The answer must consist solely of the lines below starting at the one containing "Input: one rendered map. Give" and ending at the one containing "For a GIS import: Read", repeated exactly, with both ends included and all pictures omitted.

(Dataset entries)

********************

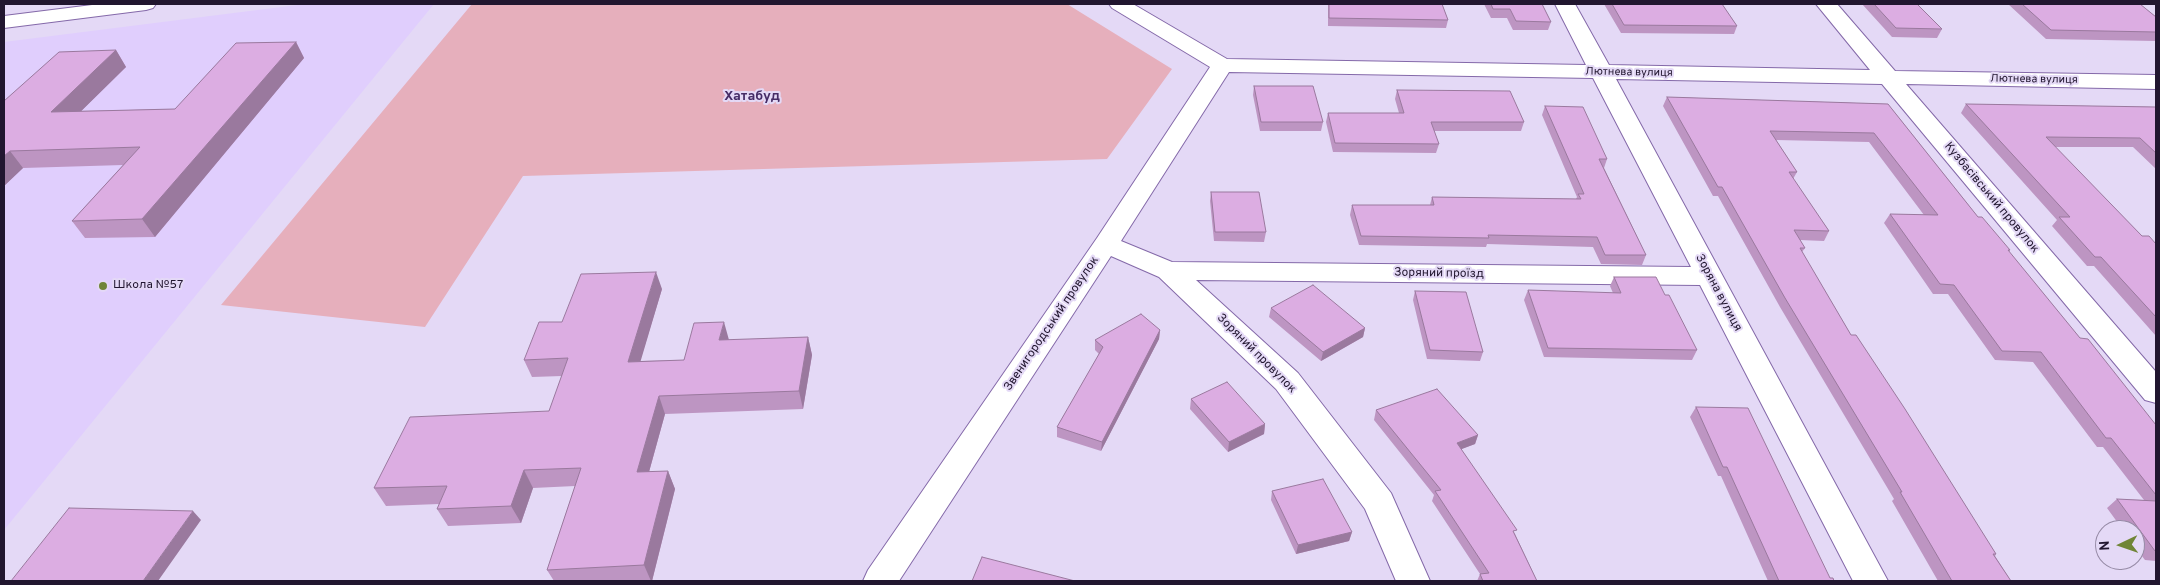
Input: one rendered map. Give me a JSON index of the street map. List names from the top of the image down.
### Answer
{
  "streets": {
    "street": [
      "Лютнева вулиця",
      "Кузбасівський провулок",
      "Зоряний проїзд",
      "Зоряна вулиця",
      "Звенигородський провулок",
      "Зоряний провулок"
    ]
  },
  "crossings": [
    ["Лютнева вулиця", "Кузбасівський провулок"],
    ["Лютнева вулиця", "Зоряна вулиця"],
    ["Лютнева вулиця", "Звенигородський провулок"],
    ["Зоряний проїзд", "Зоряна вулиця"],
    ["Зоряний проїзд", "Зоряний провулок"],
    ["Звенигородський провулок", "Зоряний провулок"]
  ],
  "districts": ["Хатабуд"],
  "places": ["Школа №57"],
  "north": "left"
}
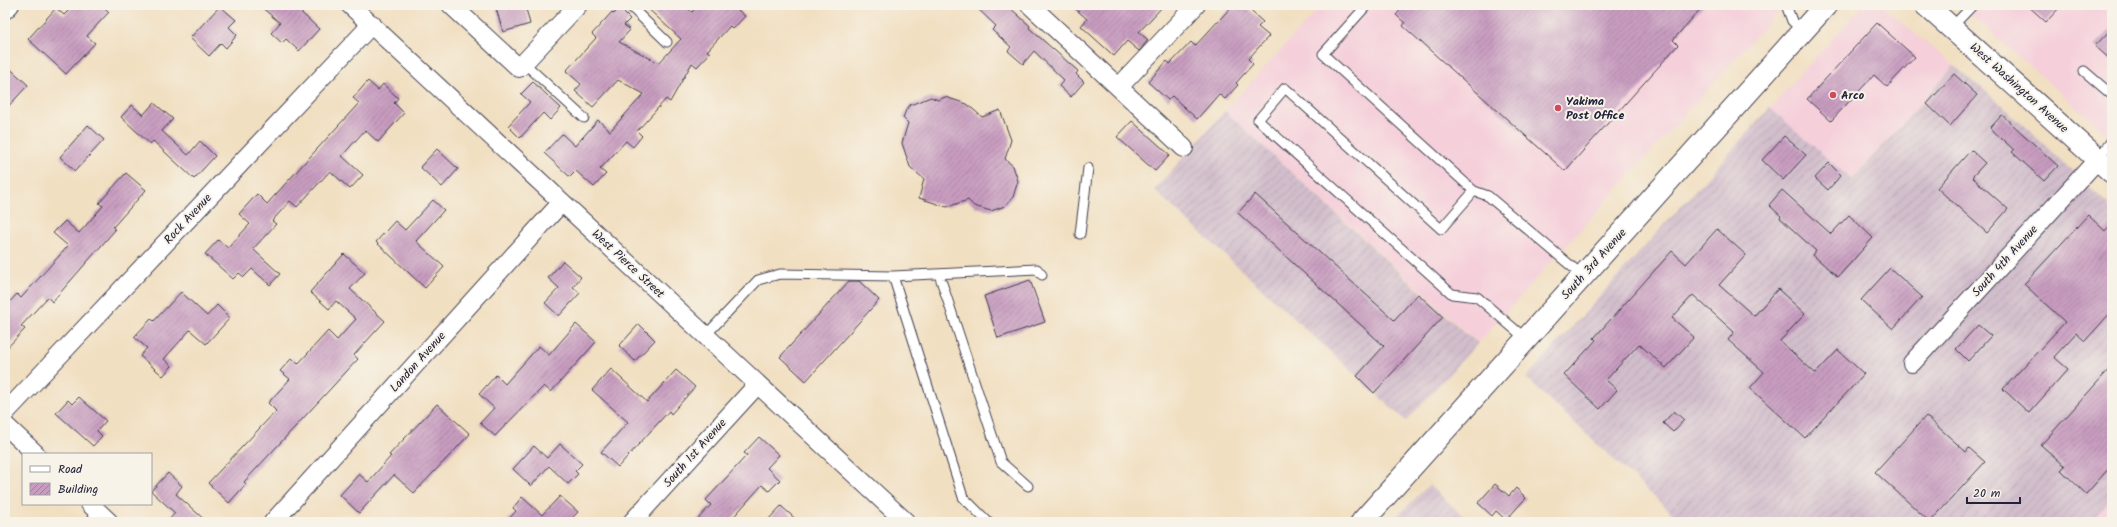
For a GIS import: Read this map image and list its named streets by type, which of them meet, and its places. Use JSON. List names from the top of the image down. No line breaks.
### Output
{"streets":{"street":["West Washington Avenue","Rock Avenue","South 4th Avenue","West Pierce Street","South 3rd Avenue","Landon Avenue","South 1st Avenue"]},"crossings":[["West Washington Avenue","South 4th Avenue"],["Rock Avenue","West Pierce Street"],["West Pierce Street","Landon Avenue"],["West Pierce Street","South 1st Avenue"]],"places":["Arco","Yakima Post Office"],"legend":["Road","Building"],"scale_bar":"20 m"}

********************

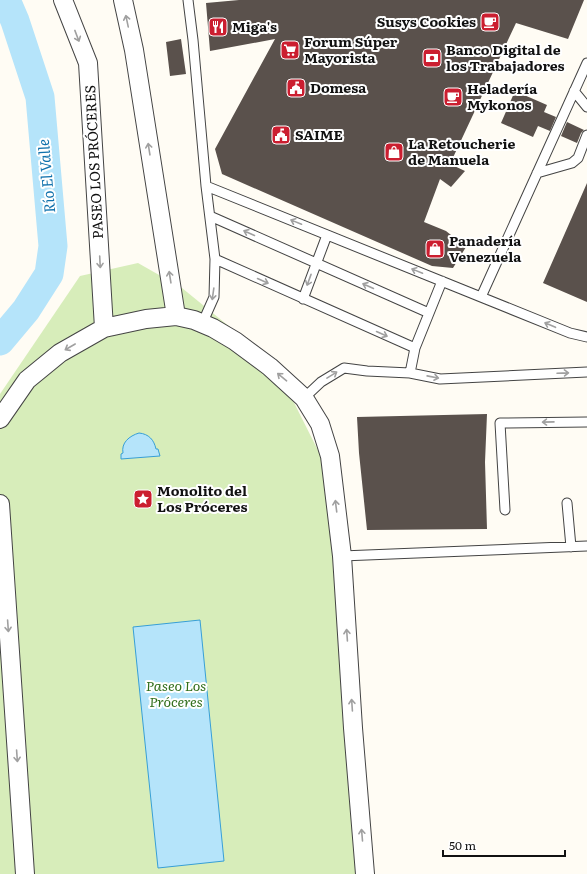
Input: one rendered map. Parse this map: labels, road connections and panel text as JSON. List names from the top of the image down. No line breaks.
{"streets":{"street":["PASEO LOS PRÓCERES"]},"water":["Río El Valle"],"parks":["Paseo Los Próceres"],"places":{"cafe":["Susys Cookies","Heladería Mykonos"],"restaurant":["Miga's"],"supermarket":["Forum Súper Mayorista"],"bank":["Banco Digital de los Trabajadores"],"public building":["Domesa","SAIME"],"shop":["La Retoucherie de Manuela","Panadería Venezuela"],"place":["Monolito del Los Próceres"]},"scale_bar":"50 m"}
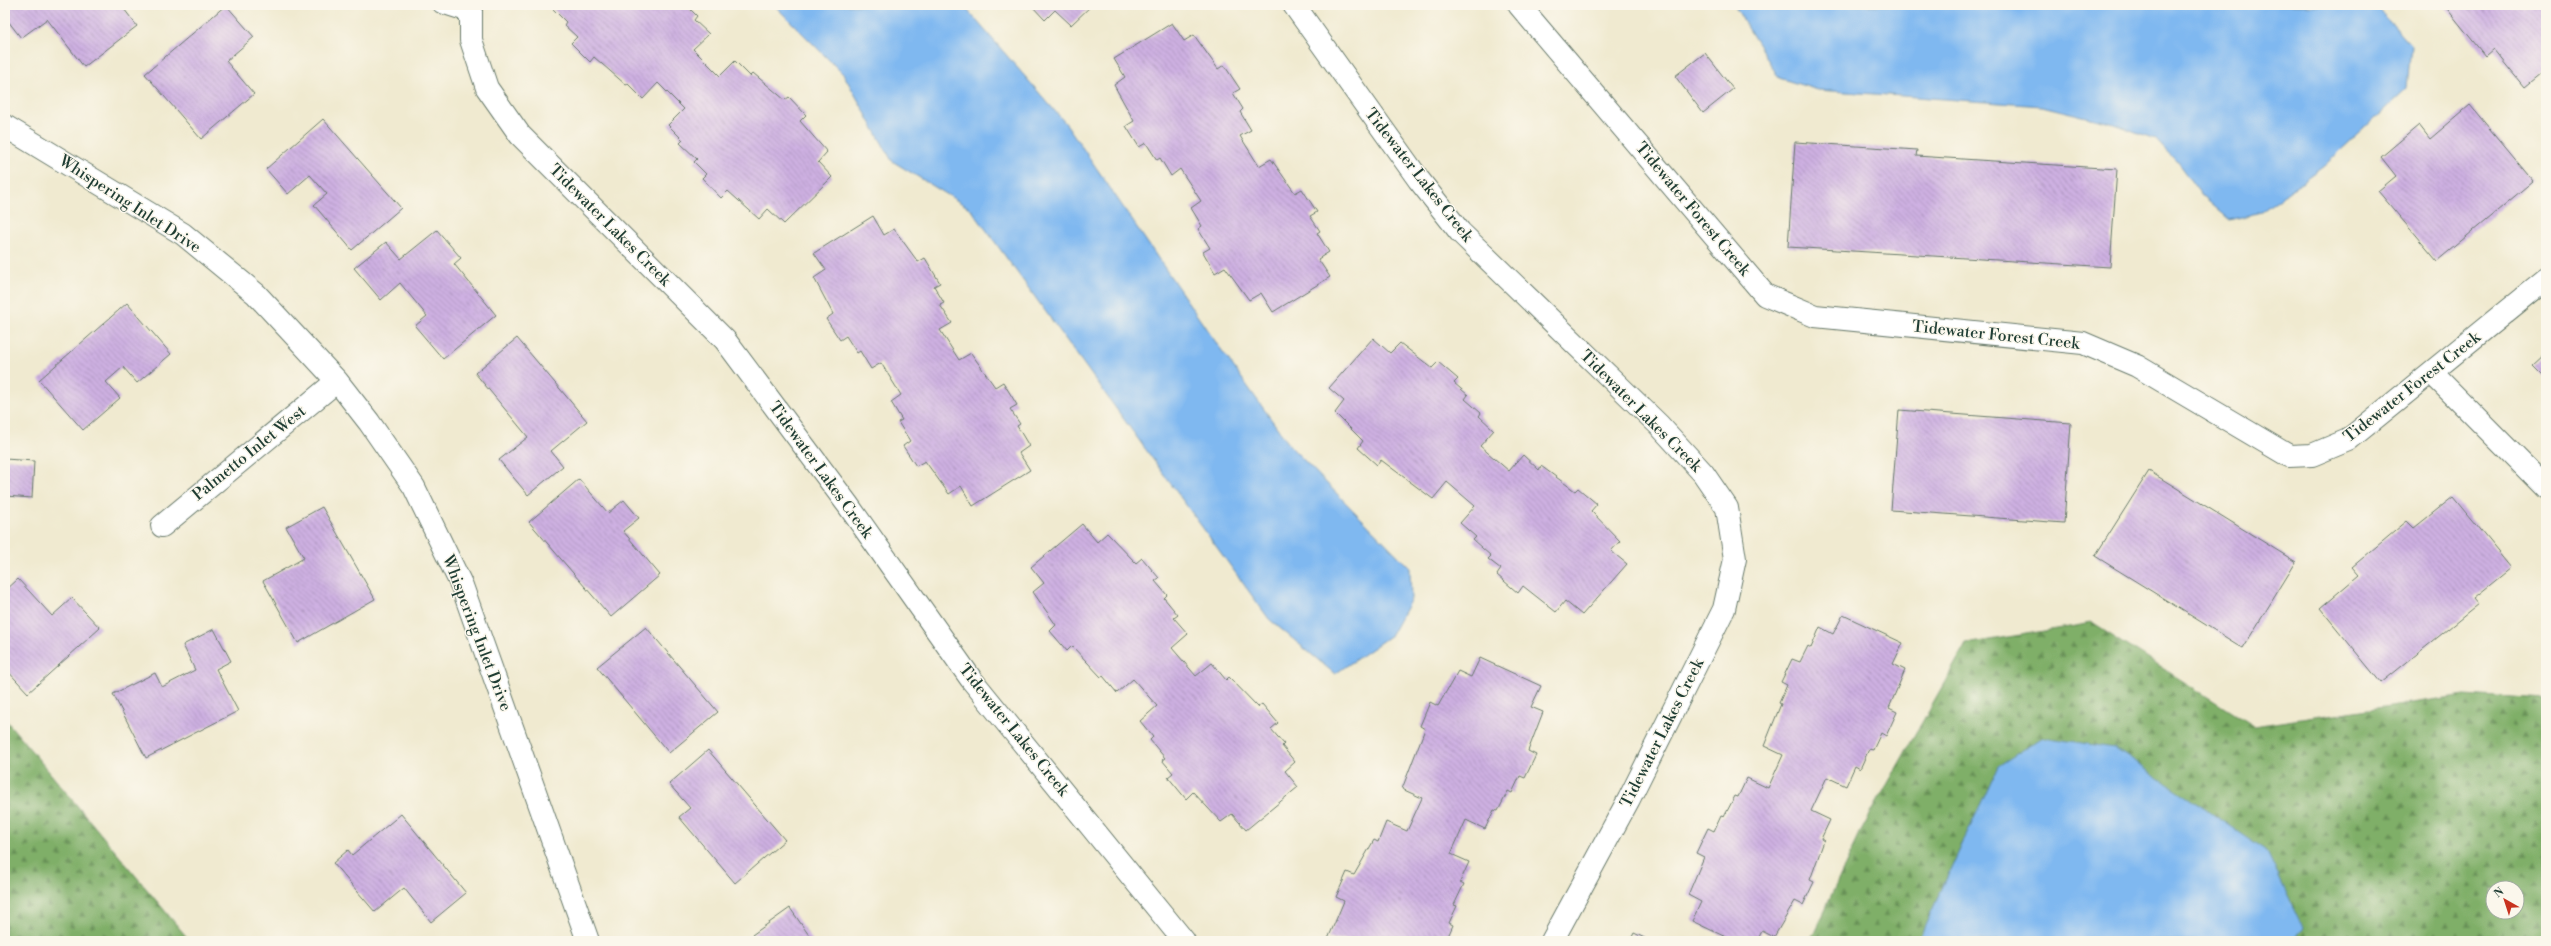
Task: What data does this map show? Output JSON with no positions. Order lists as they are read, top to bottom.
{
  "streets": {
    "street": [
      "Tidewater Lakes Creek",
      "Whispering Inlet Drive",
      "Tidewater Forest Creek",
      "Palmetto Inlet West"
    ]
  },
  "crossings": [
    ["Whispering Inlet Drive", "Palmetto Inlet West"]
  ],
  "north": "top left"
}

********************

__ANSWER TO THE EXERCISE__
Input: one rendered map. Give me a JSON index of the street map. List names from the top of the image down.
### Answer
{
  "streets": {
    "street": [
      "Лютнева вулиця",
      "Кузбасівський провулок",
      "Зоряний проїзд",
      "Зоряна вулиця",
      "Звенигородський провулок",
      "Зоряний провулок"
    ]
  },
  "crossings": [
    ["Лютнева вулиця", "Кузбасівський провулок"],
    ["Лютнева вулиця", "Зоряна вулиця"],
    ["Лютнева вулиця", "Звенигородський провулок"],
    ["Зоряний проїзд", "Зоряна вулиця"],
    ["Зоряний проїзд", "Зоряний провулок"],
    ["Звенигородський провулок", "Зоряний провулок"]
  ],
  "districts": ["Хатабуд"],
  "places": ["Школа №57"],
  "north": "left"
}
For a GIS import: Read this map image and list its named streets by type, which of them meet, and its places. Use JSON. List names from the top of the image down. No line breaks.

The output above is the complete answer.